THE TASK
In the entries below, find the lines with the word "canvas" and copy them.

========================

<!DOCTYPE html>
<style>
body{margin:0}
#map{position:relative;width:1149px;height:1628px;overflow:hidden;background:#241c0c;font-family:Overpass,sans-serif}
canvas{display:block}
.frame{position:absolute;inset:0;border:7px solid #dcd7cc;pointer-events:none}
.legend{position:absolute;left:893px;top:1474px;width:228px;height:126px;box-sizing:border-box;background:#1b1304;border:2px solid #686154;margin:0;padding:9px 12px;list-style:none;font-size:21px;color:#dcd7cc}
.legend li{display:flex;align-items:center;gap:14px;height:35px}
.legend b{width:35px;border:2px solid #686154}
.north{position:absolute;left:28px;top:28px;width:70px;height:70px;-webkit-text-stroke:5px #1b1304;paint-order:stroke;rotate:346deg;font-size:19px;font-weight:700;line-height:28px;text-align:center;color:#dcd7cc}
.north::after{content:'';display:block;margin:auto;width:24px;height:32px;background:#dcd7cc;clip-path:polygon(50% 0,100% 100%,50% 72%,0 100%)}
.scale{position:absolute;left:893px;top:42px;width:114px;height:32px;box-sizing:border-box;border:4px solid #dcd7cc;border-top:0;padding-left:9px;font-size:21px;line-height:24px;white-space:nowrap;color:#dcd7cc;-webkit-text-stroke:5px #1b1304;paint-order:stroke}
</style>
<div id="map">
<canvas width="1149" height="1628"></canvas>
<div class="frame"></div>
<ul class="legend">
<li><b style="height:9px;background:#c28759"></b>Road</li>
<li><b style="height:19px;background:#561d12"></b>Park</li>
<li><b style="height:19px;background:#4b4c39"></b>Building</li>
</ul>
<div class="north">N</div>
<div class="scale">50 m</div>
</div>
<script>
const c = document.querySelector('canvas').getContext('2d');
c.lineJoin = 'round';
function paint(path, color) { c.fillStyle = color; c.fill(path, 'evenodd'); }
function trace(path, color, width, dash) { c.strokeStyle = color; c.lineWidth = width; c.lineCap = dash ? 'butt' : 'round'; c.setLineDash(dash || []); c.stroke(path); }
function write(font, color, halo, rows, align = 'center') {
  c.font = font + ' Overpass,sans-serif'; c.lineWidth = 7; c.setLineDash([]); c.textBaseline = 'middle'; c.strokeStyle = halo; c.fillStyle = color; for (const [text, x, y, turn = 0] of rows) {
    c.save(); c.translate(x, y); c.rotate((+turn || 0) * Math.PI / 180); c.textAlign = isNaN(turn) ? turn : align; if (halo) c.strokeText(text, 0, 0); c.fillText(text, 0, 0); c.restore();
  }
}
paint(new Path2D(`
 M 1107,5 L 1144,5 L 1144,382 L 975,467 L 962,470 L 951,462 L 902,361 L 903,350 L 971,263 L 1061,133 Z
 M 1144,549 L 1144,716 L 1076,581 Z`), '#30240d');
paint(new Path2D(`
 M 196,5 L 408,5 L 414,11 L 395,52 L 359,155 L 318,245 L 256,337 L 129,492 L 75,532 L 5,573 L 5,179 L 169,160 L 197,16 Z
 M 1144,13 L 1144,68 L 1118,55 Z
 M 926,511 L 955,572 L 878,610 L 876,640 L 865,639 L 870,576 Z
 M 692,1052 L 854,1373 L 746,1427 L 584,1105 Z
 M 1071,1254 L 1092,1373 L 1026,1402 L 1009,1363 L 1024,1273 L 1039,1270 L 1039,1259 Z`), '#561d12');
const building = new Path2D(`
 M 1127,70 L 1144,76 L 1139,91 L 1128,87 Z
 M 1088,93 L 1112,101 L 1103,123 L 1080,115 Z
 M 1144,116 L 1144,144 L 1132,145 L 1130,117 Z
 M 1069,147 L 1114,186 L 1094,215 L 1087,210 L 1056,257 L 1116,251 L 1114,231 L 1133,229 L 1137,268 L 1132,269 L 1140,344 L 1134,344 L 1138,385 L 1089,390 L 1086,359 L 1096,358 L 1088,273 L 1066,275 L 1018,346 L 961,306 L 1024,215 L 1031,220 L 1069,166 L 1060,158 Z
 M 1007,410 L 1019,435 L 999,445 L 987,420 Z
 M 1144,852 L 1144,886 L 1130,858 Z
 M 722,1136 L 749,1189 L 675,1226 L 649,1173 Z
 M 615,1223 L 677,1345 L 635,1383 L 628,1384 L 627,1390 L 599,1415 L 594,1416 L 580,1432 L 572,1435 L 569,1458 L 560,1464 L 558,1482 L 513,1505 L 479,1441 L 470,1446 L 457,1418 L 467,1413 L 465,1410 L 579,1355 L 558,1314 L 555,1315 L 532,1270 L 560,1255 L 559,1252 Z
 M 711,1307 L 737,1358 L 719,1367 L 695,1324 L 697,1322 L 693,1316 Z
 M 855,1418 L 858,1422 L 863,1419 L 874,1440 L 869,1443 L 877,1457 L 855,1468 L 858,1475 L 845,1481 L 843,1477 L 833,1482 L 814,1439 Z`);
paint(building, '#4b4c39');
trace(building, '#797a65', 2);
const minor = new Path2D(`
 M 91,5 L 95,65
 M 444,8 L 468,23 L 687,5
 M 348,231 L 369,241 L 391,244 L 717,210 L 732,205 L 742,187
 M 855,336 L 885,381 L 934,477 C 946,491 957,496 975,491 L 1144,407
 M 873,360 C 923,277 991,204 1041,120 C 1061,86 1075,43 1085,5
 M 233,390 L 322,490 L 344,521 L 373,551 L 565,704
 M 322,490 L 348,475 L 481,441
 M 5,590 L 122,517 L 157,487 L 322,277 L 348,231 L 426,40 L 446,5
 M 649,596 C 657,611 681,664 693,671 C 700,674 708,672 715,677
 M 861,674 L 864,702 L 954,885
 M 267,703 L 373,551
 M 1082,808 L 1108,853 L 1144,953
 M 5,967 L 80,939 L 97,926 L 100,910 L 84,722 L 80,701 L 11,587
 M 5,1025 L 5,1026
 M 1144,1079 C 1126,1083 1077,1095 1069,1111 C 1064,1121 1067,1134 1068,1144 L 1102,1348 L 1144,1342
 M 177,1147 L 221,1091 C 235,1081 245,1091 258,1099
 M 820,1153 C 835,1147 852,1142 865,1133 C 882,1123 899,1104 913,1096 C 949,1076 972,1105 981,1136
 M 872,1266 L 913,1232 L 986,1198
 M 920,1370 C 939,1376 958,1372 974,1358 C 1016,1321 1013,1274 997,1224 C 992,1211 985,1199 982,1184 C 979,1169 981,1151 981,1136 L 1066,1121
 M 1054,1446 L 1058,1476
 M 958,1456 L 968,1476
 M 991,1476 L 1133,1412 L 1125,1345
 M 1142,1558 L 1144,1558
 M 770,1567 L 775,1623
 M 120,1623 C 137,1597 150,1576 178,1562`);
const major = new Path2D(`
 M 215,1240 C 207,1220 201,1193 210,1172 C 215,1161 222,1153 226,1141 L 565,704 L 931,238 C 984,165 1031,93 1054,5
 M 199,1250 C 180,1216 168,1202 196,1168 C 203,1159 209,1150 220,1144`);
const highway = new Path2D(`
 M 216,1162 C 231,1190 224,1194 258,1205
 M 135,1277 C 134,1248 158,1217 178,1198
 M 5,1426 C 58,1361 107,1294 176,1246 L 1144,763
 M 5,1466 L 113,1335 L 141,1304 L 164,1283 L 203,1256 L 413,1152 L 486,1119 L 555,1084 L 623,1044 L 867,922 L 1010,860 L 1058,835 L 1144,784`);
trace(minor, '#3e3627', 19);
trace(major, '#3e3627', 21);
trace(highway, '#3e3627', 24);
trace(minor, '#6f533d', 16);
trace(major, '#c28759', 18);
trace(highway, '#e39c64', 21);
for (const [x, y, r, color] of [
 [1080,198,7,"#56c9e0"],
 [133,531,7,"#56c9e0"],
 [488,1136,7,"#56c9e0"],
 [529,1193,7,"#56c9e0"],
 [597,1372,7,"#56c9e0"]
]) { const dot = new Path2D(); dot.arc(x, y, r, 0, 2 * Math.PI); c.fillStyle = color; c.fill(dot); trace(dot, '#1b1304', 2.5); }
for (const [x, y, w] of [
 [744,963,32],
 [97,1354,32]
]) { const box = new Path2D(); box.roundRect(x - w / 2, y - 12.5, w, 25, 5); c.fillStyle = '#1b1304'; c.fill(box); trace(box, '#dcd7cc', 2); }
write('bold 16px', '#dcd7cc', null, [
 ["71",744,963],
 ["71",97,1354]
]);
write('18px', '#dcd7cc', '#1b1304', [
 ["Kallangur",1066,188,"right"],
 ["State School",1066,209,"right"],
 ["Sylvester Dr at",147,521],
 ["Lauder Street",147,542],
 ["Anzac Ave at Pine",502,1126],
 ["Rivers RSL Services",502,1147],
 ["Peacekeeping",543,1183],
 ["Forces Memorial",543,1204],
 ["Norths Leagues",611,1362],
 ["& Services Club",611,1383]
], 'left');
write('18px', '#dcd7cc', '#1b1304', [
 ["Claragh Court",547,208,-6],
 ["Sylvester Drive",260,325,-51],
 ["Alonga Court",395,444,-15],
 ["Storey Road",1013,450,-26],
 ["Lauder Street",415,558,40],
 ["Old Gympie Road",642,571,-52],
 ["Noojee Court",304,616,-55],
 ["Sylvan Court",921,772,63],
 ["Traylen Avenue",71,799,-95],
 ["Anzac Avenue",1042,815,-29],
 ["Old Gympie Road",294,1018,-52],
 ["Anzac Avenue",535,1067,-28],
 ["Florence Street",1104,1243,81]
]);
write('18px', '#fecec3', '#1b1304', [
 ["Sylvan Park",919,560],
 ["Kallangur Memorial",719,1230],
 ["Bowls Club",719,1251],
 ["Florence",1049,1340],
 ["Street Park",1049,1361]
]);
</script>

========================

EXERCISE ANSWER
canvas{display:block}
<canvas width="1149" height="1628"></canvas>
const c = document.querySelector('canvas').getContext('2d');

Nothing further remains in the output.